Val was born in the East End Maternity Hospital and has lived in East London ever since, settling in Barking with her beloved husband and cat.
She was a Legal Secretary for 22 years, during which time, sadly her husband became disabled, following a brain aneurysm, which left him paralysed on one side and blind in one eye. He was in and out of hospitals for a year and in this time, following her redundancy, Val decided to spend more time at home with him, supporting the carers that visited daily. It was during this time a flyer was posted through her door for the Volunteering Bureau and the drive to support her community started.
The volunteering bug takes hold!
Since 1997, Val has volunteered for many organisations and in many diverse roles. She became a Befriender for Age Concern, volunteering for them full time at one stage, supported Gateway To The Games, when the Olympics came to London in 2012 and was a member of the Barking vaccination team during the pandemic.
In her own words, Val describes herself as “old” – a claim we dispute wholeheartedly, as a more young at heart person you will struggle to find. But being “old”, she explains she no longer earns a salary or pays large taxes, so volunteering is her way of contributing to her community.
She works at the Tea Bar at Barking Hospital and helps raise funds for the community. She phones people that receive care and undertakes spot checks to ensure the quality of the care that they receive. She also somehow finds time to support the Homes and Money Hub and Pit Stop both based at the Barking Learning Centre, supporting the vulnerable, homeless and those in poverty.
Val volunteers at least five days a week. “I’m grateful to do it as it keeps my brain ticking over and keeps me active” she tells me. “I’m not ready just to sit in front of the telly all day. And I feel privileged that people want me to help them”.

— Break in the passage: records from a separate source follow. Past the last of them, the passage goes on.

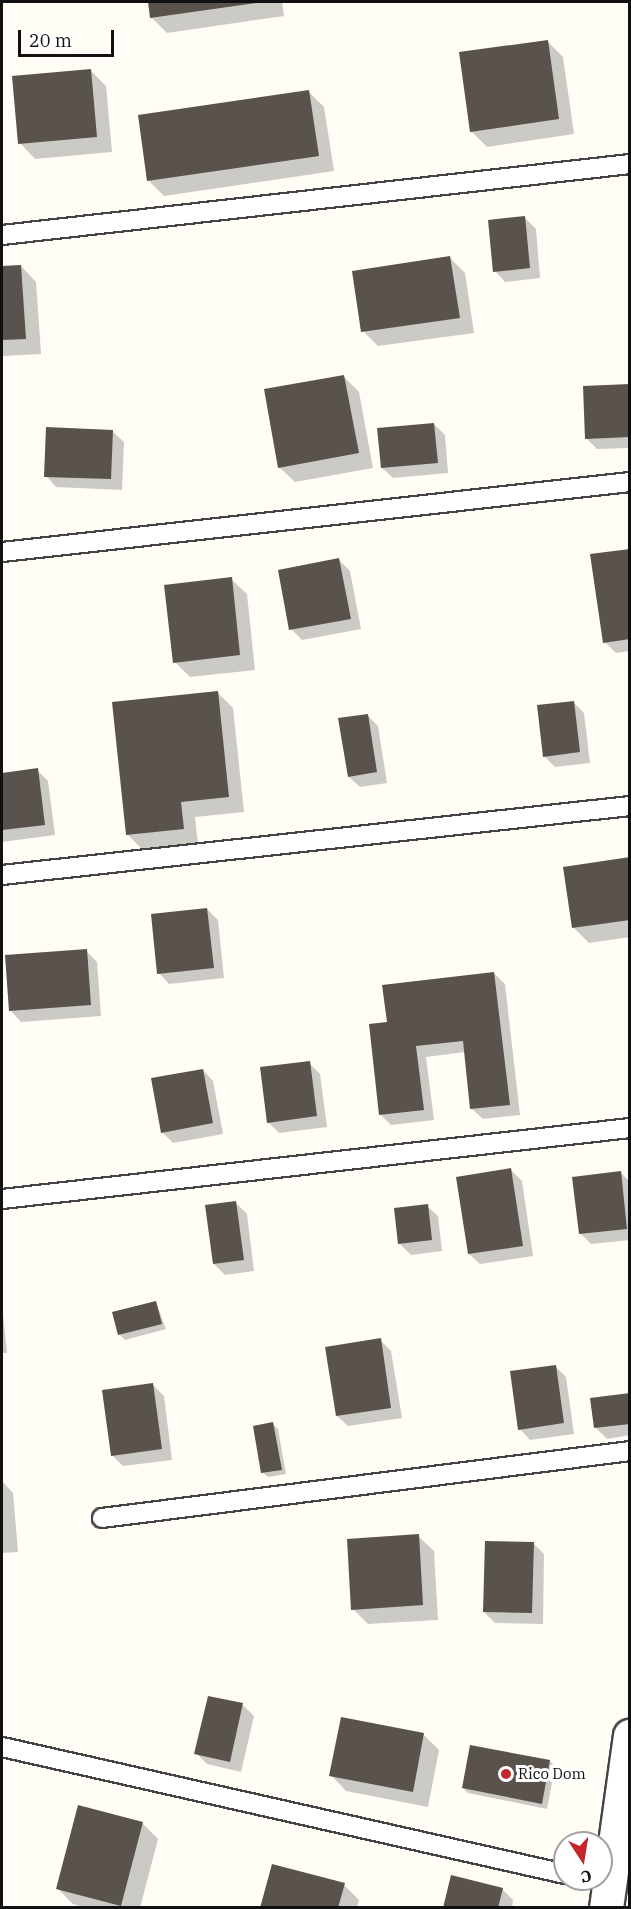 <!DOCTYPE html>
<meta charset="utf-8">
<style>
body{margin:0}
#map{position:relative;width:631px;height:1909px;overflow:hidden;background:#fffdf5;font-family:"IBM Plex Serif",serif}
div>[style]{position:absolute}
.shadow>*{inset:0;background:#0003}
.building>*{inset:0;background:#5a524d}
.roads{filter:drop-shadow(2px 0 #444) drop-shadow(-2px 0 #444) drop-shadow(0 2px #444) drop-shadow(0 -2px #444)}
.service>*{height:18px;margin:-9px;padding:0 9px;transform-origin:9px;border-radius:9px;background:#fff}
.tertiary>*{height:33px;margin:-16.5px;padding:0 16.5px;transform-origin:16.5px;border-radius:16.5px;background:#fff}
.dots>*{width:16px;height:16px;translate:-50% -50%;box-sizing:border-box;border:3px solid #fff;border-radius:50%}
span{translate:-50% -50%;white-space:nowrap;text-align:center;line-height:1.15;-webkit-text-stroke:6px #fff;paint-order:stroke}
.poi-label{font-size:15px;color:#111}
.left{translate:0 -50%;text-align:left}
.frame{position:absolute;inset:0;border:3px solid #111;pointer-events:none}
.north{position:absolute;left:553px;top:1831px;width:60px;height:60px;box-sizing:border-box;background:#fff;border:2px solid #a0a0a0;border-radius:50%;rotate:168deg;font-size:16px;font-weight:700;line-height:24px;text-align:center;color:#111}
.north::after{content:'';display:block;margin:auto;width:21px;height:27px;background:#c4262e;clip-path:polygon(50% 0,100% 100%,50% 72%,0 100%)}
.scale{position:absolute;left:18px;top:30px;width:96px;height:27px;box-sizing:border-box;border:3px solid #111;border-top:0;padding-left:8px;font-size:18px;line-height:21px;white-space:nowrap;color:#111;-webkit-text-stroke:4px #fff;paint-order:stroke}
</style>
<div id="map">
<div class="shadow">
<div style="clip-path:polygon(149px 2px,282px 2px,284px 16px,167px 33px,151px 17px)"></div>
<div style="clip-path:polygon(548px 42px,563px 57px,574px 134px,487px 147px,471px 131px)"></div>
<div style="clip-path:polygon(91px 71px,106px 86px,112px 152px,35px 159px,20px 143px)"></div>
<div style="clip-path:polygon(309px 92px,324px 107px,334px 171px,164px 196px,149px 181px)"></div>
<div style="clip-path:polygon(525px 218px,536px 229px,540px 278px,505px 282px,495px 271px)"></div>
<div style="clip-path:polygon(450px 258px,465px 273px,474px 333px,378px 346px,363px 331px)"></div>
<div style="clip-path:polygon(21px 266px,36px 282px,41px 354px,2px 356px,2px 268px)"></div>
<div style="clip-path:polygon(344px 377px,359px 392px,373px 468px,295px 482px,279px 467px)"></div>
<div style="clip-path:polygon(630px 385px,630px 448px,597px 449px,586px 438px)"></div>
<div style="clip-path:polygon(434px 424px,445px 435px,448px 473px,393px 478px,382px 468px)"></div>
<div style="clip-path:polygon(113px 432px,124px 442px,122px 490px,56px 487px,46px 476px)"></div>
<div style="clip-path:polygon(630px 550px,630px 651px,616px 653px,605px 642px)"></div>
<div style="clip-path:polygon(339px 560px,350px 571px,361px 629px,302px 640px,291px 629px)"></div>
<div style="clip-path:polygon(231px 579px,247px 594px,255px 670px,190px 677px,175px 662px)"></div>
<div style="clip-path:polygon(217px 692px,233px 708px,244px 812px,195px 817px,198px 844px,143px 850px,128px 835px)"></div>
<div style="clip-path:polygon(573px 702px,584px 713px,590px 763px,555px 767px,544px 756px)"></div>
<div style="clip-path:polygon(367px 715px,378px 726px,387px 783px,360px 787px,349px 777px)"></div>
<div style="clip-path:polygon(37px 770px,48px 781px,55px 835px,2px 842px,2px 774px)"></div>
<div style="clip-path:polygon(630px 858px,630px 937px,589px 943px,573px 927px)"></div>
<div style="clip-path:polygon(207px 909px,218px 920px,224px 978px,169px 984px,159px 973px)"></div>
<div style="clip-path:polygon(86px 951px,97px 962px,101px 1016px,21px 1022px,11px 1011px)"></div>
<div style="clip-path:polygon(494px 973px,505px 984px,520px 1115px,483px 1119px,472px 1109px,465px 1052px,426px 1057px,434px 1120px,391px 1125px,380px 1114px,389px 1023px)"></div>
<div style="clip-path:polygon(309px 1063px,320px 1074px,327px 1127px,279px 1133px,268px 1122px)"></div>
<div style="clip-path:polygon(203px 1070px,213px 1081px,223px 1134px,173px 1143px,162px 1132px)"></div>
<div style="clip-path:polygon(511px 1170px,522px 1181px,533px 1256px,480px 1264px,469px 1254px)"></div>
<div style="clip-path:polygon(621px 1173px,630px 1182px,630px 1240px,591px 1244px,580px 1233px)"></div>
<div style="clip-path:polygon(236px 1203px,247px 1214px,254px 1271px,225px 1275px,214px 1264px)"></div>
<div style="clip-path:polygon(427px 1206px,438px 1216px,442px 1251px,411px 1255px,400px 1244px)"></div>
<div style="clip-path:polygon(156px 1302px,166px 1329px,125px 1340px,119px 1334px)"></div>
<div style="clip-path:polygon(2px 1304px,7px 1353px,2px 1353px)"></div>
<div style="clip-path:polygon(380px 1340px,391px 1351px,402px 1418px,348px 1426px,337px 1416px)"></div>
<div style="clip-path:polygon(555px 1366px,566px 1377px,574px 1434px,530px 1440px,520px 1429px)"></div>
<div style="clip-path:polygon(153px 1385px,164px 1396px,172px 1460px,123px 1466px,112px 1455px)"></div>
<div style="clip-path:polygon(630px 1394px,630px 1435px,607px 1439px,596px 1428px)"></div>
<div style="clip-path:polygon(273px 1424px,278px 1429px,286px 1474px,268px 1477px,262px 1472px)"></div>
<div style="clip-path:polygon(2px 1481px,13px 1493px,18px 1552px,2px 1553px)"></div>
<div style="clip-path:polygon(418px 1536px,434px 1551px,438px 1620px,368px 1624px,353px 1609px)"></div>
<div style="clip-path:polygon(533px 1543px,544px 1554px,543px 1624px,495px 1623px,484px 1612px)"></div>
<div style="clip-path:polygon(209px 1697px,243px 1705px,254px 1716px,241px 1772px,207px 1764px,196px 1753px)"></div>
<div style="clip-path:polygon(423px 1734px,439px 1750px,428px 1807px,346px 1791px,331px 1775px)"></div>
<div style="clip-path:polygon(550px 1761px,555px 1767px,547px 1809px,468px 1793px,463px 1788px)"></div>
<div style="clip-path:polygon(142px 1823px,158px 1839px,140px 1908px,86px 1908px,73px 1904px,58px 1889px)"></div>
<div style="clip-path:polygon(344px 1885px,359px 1900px,357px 1908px,262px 1908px)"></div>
<div style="clip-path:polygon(502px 1889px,513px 1900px,512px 1908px,445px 1908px)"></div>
</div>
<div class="building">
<div style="clip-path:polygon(148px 2px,256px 2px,256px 3px,150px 18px)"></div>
<div style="clip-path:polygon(548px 40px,559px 119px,470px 132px,459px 52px)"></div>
<div style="clip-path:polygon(91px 69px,97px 137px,18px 144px,12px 76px)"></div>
<div style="clip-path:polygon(309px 90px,319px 156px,147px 181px,138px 115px)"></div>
<div style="clip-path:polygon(525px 216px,530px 268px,493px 272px,488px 220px)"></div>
<div style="clip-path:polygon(450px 256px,460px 318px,361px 332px,352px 271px)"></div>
<div style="clip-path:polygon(21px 265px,26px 339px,2px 340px,2px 266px)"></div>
<div style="clip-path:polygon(344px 375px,359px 453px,278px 468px,264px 389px)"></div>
<div style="clip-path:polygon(630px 384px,630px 437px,585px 439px,583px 386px)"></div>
<div style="clip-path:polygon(434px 423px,438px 463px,381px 468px,377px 428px)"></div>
<div style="clip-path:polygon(46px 427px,113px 430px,111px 479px,44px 477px)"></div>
<div style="clip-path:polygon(630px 549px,630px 639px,603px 643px,590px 554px)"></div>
<div style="clip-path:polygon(339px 558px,351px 619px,289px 630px,278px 570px)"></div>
<div style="clip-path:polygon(232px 577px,240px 655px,173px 663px,164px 585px)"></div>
<div style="clip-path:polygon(218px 691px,229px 797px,181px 802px,184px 829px,126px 835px,112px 702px)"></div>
<div style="clip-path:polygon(574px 701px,580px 752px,543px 757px,537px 705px)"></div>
<div style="clip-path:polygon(368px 714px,377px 772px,348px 777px,338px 718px)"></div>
<div style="clip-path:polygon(38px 768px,45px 825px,2px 830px,2px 773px)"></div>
<div style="clip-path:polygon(630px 857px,630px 920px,572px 928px,563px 867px)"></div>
<div style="clip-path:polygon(207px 908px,214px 968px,157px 974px,151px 914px)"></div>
<div style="clip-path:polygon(87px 949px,91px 1005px,9px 1011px,5px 955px)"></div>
<div style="clip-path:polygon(494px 972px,510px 1105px,470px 1109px,463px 1041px,416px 1046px,424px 1110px,379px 1115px,369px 1024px,387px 1022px,382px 985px)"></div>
<div style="clip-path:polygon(310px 1061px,317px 1116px,267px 1123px,260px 1067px)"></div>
<div style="clip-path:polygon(203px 1069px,213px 1123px,161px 1133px,151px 1078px)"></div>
<div style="clip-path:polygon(511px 1168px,523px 1246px,468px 1254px,456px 1177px)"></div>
<div style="clip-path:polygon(621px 1171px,627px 1229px,579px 1234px,572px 1177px)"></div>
<div style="clip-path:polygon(236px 1201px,244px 1260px,213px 1264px,205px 1205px)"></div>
<div style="clip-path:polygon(428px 1204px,432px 1240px,398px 1244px,394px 1208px)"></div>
<div style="clip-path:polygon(156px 1301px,162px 1324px,118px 1335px,112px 1312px)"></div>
<div style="clip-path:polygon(381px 1338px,391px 1408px,336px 1416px,325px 1347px)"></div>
<div style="clip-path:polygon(556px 1365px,564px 1423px,518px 1430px,510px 1371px)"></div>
<div style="clip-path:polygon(153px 1383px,162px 1449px,111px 1456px,102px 1390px)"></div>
<div style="clip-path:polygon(630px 1393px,630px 1424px,594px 1428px,590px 1398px)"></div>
<div style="clip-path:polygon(273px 1422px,282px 1470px,261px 1473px,253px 1426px)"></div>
<div style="clip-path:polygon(419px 1534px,423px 1605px,351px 1610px,347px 1539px)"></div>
<div style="clip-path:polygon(485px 1541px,534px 1542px,532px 1613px,483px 1612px)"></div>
<div style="clip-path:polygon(208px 1696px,243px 1703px,230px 1762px,194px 1754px)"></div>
<div style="clip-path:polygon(341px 1717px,424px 1733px,413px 1792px,329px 1776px)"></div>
<div style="clip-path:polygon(470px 1745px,550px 1760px,542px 1804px,462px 1788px)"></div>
<div style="clip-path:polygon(78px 1805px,143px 1822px,121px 1906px,56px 1889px)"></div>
<div style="clip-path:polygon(272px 1864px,345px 1883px,338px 1908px,260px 1908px)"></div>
<div style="clip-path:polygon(451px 1875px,503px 1888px,498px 1908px,443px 1908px)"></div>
</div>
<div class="roads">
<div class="service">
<div style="left:2px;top:235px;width:632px;rotate:-6.45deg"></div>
<div style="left:2px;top:552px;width:632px;rotate:-6.36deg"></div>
<div style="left:2px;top:875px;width:632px;rotate:-6.27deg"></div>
<div style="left:2px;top:1199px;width:632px;rotate:-6.45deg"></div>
<div style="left:102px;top:1518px;width:532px;rotate:-7.23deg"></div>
<div style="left:2px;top:1747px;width:577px;rotate:12.71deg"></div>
</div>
<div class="tertiary">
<div style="left:606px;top:1908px;width:174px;rotate:-82.1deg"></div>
</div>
</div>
<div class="dots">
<div style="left:506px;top:1774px;background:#c4262e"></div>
</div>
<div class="poi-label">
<span class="left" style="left:518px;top:1774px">Rico Dom</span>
</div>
<div class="frame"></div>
<div class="north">С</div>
<div class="scale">20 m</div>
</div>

What does it take to become a volunteer?
This question Val answers easily. “Empathy. An understanding of your community, what it means to you and the help it needs”. Val is a great believer in helping others find their voice, or helping them shout louder for what they need.
But it’s not just about the support and help you give others as a volunteer. Val has learned a lot and gained a lot in her 26 years volunteering. She is a lot more aware of the health and social care sector and how it works. And she’s developed the confidence to speak to people of all ages, cultures and backgrounds.
What advice would you give to someone considering volunteering?
Please take that first step. Be brave. Mental health is a huge concern in our country and across the globe now. Whether you are suffering with your own mental health challenges or you can make a small difference for someone that may help improve theirs, just take that first step. And it doesn’t matter who you volunteer with, you will make some great friendships that could last a lifetime. So go for it!”
In fact it was when she was volunteering as part of the COVID vaccination program, she met our Project Support Officer, Christine Sanger, who has also continued her volunteering journey. Read it here.
What has been your Memorable Moment Val?
We’re so proud of Val and never more so than when she was congratulated for delivering the 100,000 vaccination during the Barking COVID vaccination programme. Val reflects on this time and recalls one of her, what I assume are many, memorable moments.
“Cllr Darren Rodwell, LBBD and Sir Keir Starmer, now Labour Party Leader came to the vaccination centre and shook my hand and said thank you. For someone like that to come and say a simple thank you shows how much appreciation they have for our work.”